HC Deb 20 June 1873 vol 216 cc1232-9

(Mr. Stansfeld, Mr. Secretary Bruce, Mr. Goschen, Mr. Hibbert).

COMMITTEE. [Progress 19th June.]

Bill considered in Committee.

(In the Committee.)

Clause 13 (Exemption of stock in trade).

Question again proposed, "That the words 'and all machines and machinery other than that by means of which motive power is generated or transmitted, shall be deemed to be stock in trade and included in the provisions of the said Act,"—(Mr. Cawley,) —be added at end of clause."


rose to move, as an addition to the Amendment, the following words:—"In the case of any mill or manufactory or building used for any such purpose." He said the Amendment would bring the law of England into harmony with that of Ireland, and that was a thing which was extremely desirable.

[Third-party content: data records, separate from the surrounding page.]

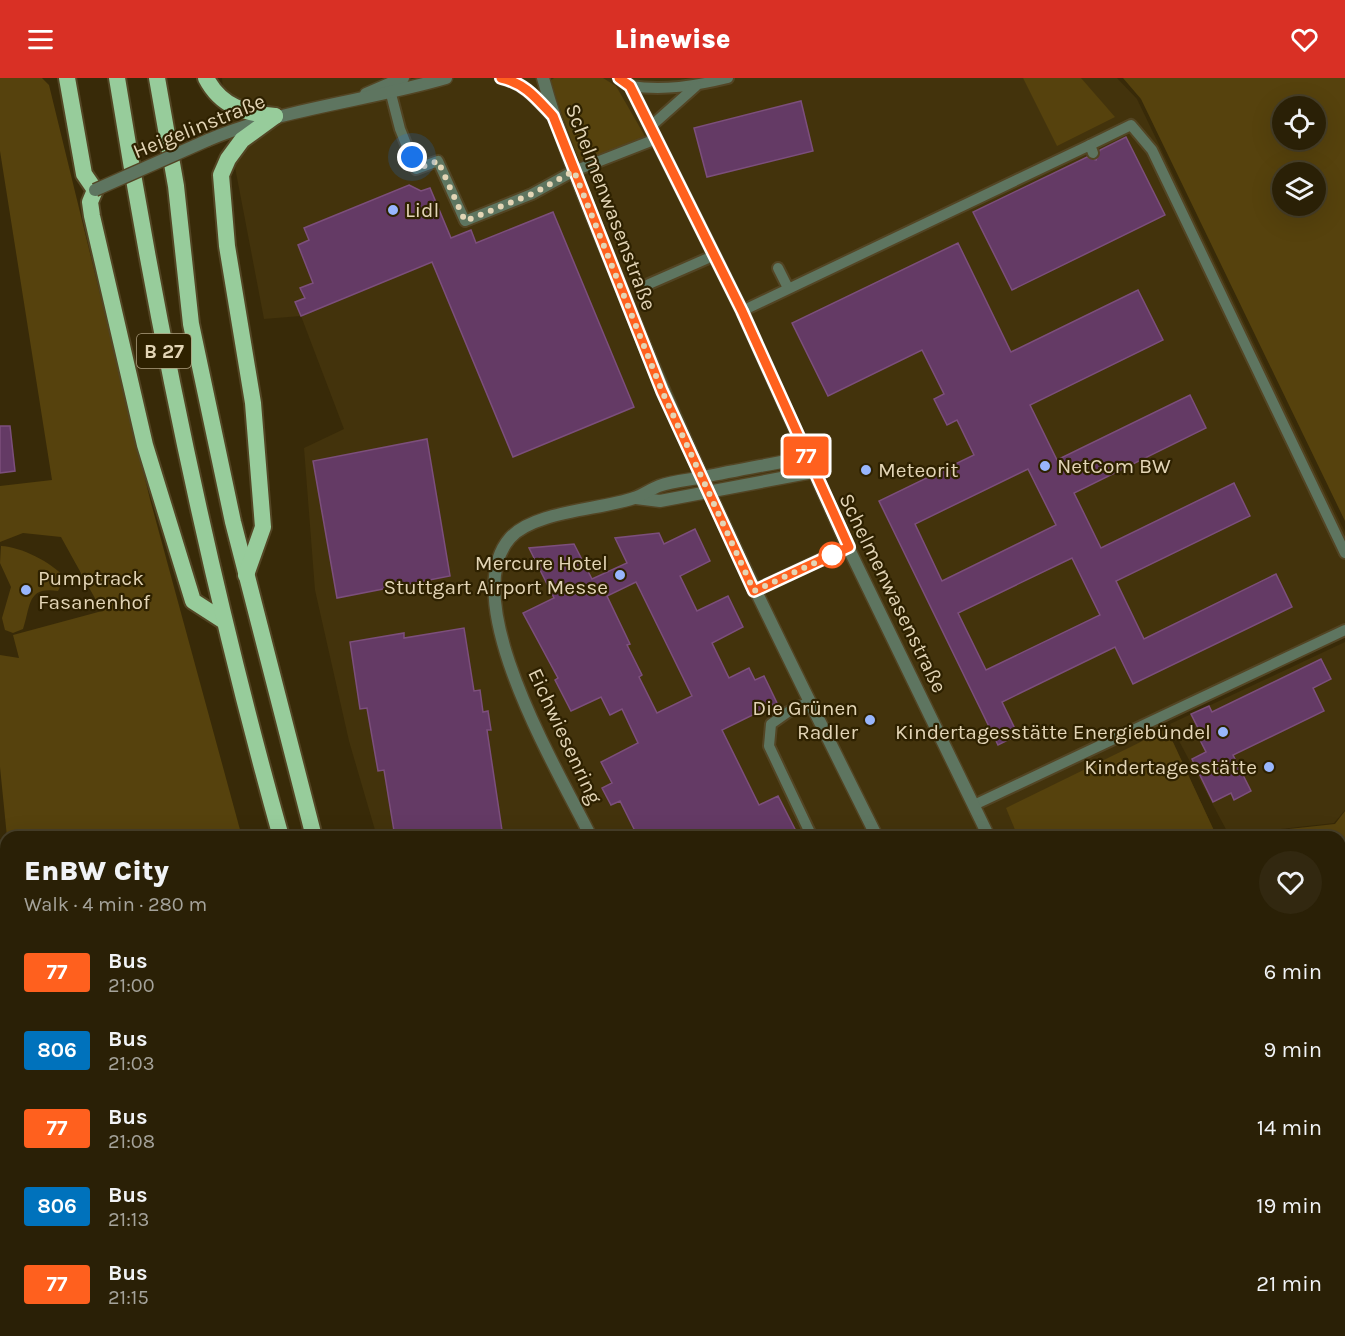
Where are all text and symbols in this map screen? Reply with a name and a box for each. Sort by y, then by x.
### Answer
icon: menu [24,23,57,56]
text: Linewise [614,23,731,55]
icon: heart [1288,23,1321,56]
street label: Heigelinstraße [129,89,269,163]
map controls [1272,96,1326,216]
button: locate [1272,96,1326,150]
street label: Schelmenwasenstraße [561,100,661,314]
your location [397,142,427,172]
button: layers [1272,162,1326,216]
place label: Lidl [405,198,439,222]
marker: Lidl [386,203,400,217]
road number: B 27 [137,334,191,368]
line badge: 77 [779,436,833,476]
text: 77 [796,444,816,468]
place label: NetCom BW [1057,454,1171,478]
place label: Meteorit [878,458,959,482]
marker: NetCom BW [1038,459,1052,473]
marker: Meteorit [859,463,873,477]
street label: Schelmenwasenstraße [834,489,952,697]
unlabelled marker [819,542,845,568]
place label: Mercure Hotel Stuttgart Airport Messe [383,551,608,599]
place label: Pumptrack Fasanenhof [38,566,151,614]
marker: Mercure Hotel Stuttgart Airport Messe [613,568,627,582]
marker: Pumptrack Fasanenhof [19,583,33,597]
street label: Eichwiesenring [523,664,607,808]
place label: Die Grünen Radler [752,696,858,744]
marker: Die Grünen Radler [863,713,877,727]
place label: Kindertagesstätte Energiebündel [895,720,1211,744]
marker: Kindertagesstätte Energiebündel [1216,725,1230,739]
place label: Kindertagesstätte [1084,755,1257,779]
marker: Kindertagesstätte [1262,760,1276,774]
button: heart [1259,851,1322,914]
text: EnBW City [24,854,169,887]
text: Walk · 4 min · 280 m [24,893,207,916]
text: Bus [108,948,148,974]
text: 6 min [1264,959,1322,985]
text: 77 [47,960,67,984]
text: 21:00 [108,974,155,997]
text: Bus [108,1026,148,1052]
text: 9 min [1264,1037,1322,1063]
text: 806 [37,1038,77,1062]
text: 21:03 [108,1052,155,1075]
text: Bus [108,1104,148,1130]
text: 14 min [1257,1115,1322,1141]
text: 77 [47,1116,67,1140]
text: 21:08 [108,1130,155,1153]
text: Bus [108,1182,148,1208]
text: 19 min [1256,1193,1322,1219]
text: 806 [37,1194,77,1218]
text: 21:13 [108,1208,149,1231]
text: Bus [108,1260,148,1286]
text: 21 min [1256,1271,1322,1297]
text: 77 [47,1272,67,1296]
text: 21:15 [108,1286,149,1309]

Amendment proposed to the said proposed Amendment, After the word "and," to insert the words "in the case of any mill or manufactory or building erected or used for any such purpose."—(Mr. Francis S. Powell.)


said, he thought it was desirable that the Committee should know exactly their position upon the question immediately at issue. There seemed to be an impression in some minds that the 13th clause altered the law, and in some respects narrowed the exemption of stock in trade. The simple effect of Clause 13, however, was to repeal the 2 & 3 Vict., c. 87, s. 2, which made the exemption of stock in trade temporary, thus leaving it a permanent exemption. The result was, as he contended, that the Bill before the House did not alter the present law of rating machinery, while the Amendment of the hon. Member for Salford (Mr. Cawley), modified, as it would be, to some extent by that of the hon. Member for the West Riding (Mr. F. S. Powell), would really alter the law and introduce changes the results of which could not be foreseen at present. He would be very sorry indeed to vote against the Amendment, because he wished to be in no way committed against its object; but it was surrounded at present with difficulties which would require the most careful consideration, and if the Amendment was pressed to a division, he would be compelled on the part of the Government to oppose it, because he could not pledge the Government to the terms suggested, though at another time his mind would be open on the subject. He hoped, therefore, that his hon. Friend would be content for the present to leave the question an open one. He urged that more especially, because the Amendment was really foreign to the immediate object of this Bill.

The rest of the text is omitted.